------ Extracted records

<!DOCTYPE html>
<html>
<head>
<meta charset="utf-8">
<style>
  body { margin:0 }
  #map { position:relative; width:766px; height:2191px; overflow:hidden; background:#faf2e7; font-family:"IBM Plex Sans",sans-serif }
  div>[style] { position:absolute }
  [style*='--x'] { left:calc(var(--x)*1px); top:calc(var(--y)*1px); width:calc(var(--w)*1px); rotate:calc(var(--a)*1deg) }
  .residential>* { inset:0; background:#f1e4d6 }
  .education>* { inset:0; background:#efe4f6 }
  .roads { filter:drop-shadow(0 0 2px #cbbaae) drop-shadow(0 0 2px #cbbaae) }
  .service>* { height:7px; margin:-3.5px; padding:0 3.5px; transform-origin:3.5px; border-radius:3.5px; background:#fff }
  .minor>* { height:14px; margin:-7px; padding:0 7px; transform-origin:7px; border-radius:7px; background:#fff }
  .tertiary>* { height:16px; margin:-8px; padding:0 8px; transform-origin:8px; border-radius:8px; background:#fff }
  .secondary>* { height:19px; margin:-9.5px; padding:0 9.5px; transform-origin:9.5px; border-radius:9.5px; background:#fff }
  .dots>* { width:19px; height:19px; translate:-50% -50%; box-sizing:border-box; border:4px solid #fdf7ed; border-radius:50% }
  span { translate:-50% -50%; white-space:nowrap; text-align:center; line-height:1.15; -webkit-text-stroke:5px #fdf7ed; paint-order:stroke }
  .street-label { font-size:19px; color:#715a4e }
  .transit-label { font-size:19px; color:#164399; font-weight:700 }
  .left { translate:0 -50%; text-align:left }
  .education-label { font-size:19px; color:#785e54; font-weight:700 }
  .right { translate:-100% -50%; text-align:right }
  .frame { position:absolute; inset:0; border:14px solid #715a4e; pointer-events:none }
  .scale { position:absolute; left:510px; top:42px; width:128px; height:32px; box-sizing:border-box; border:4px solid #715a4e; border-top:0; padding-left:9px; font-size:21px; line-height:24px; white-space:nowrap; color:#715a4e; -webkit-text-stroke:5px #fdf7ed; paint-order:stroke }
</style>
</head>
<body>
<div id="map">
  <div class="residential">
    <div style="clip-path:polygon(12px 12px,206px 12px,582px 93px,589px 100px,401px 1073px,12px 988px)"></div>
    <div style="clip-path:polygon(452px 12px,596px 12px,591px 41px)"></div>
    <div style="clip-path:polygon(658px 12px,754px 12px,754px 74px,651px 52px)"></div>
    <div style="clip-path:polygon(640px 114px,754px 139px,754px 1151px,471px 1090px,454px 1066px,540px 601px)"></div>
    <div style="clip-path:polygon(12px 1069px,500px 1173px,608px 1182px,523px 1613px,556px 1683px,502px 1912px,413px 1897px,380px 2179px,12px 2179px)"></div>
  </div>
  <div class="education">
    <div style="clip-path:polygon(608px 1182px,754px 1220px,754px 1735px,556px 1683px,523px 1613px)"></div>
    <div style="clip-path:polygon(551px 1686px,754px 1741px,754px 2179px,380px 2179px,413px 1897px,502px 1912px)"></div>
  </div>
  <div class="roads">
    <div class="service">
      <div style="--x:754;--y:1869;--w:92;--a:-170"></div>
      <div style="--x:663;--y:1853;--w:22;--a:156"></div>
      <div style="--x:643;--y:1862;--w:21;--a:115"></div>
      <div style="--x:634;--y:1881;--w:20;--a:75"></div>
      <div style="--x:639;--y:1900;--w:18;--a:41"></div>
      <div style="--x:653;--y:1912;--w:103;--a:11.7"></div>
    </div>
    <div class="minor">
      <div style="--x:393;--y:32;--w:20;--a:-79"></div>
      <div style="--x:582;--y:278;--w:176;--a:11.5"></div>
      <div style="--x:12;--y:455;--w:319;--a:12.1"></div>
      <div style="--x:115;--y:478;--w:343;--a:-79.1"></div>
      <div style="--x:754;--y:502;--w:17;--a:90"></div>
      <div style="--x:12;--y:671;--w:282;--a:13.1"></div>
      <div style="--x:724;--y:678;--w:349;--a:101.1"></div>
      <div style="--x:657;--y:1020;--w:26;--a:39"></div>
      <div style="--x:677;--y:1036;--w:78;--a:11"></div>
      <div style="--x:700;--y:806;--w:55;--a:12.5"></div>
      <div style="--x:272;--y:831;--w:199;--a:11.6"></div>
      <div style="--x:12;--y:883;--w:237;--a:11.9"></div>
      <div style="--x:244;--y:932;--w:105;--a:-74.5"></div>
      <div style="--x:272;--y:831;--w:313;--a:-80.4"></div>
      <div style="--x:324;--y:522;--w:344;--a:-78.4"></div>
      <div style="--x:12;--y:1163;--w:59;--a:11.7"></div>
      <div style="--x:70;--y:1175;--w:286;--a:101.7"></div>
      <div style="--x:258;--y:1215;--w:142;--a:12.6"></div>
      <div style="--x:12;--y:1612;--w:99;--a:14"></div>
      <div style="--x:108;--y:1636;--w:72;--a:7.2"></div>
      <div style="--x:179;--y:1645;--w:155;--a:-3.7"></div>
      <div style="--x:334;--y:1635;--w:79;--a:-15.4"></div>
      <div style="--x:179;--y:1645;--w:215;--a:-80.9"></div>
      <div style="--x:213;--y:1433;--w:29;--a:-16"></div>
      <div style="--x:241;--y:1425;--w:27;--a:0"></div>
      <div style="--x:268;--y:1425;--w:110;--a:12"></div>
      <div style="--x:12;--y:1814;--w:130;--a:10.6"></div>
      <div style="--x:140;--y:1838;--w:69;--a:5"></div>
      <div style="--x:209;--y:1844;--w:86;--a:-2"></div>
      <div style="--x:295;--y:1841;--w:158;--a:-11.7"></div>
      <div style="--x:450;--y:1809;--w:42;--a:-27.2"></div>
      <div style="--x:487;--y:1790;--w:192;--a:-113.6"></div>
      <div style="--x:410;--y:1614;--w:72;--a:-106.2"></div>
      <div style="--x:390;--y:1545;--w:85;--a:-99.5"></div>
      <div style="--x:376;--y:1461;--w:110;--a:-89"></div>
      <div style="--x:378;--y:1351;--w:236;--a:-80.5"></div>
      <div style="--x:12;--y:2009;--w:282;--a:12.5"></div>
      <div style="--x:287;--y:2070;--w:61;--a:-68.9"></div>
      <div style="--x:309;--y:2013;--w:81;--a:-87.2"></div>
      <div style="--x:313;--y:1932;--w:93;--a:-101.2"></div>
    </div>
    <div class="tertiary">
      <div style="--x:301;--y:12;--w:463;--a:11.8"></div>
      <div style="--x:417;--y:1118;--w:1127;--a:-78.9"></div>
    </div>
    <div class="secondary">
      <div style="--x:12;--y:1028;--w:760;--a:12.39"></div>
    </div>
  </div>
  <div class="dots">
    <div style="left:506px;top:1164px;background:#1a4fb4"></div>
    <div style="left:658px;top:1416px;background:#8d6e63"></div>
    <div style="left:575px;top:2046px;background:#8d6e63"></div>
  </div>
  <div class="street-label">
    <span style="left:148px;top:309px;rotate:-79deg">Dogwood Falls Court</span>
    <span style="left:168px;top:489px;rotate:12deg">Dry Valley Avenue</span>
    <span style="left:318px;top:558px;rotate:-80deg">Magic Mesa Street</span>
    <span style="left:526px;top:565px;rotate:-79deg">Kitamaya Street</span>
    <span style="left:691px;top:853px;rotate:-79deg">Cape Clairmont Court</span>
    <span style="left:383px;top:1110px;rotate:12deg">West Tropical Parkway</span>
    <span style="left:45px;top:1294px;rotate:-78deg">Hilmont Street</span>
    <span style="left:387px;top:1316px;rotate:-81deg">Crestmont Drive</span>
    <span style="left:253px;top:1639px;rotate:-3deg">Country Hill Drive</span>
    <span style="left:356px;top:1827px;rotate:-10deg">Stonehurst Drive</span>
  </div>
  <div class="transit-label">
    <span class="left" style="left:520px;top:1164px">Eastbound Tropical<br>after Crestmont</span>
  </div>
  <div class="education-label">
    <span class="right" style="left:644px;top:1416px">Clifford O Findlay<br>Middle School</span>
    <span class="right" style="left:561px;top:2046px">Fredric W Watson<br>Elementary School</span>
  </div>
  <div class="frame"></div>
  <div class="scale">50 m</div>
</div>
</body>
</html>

------------

Starting at the first line of the data above, please restate word for word every line up to and including the one that holds "width:19px; height:19px; translate:-50%", and add nothing else.

<!DOCTYPE html>
<html>
<head>
<meta charset="utf-8">
<style>
  body { margin:0 }
  #map { position:relative; width:766px; height:2191px; overflow:hidden; background:#faf2e7; font-family:"IBM Plex Sans",sans-serif }
  div>[style] { position:absolute }
  [style*='--x'] { left:calc(var(--x)*1px); top:calc(var(--y)*1px); width:calc(var(--w)*1px); rotate:calc(var(--a)*1deg) }
  .residential>* { inset:0; background:#f1e4d6 }
  .education>* { inset:0; background:#efe4f6 }
  .roads { filter:drop-shadow(0 0 2px #cbbaae) drop-shadow(0 0 2px #cbbaae) }
  .service>* { height:7px; margin:-3.5px; padding:0 3.5px; transform-origin:3.5px; border-radius:3.5px; background:#fff }
  .minor>* { height:14px; margin:-7px; padding:0 7px; transform-origin:7px; border-radius:7px; background:#fff }
  .tertiary>* { height:16px; margin:-8px; padding:0 8px; transform-origin:8px; border-radius:8px; background:#fff }
  .secondary>* { height:19px; margin:-9.5px; padding:0 9.5px; transform-origin:9.5px; border-radius:9.5px; background:#fff }
  .dots>* { width:19px; height:19px; translate:-50% -50%; box-sizing:border-box; border:4px solid #fdf7ed; border-radius:50% }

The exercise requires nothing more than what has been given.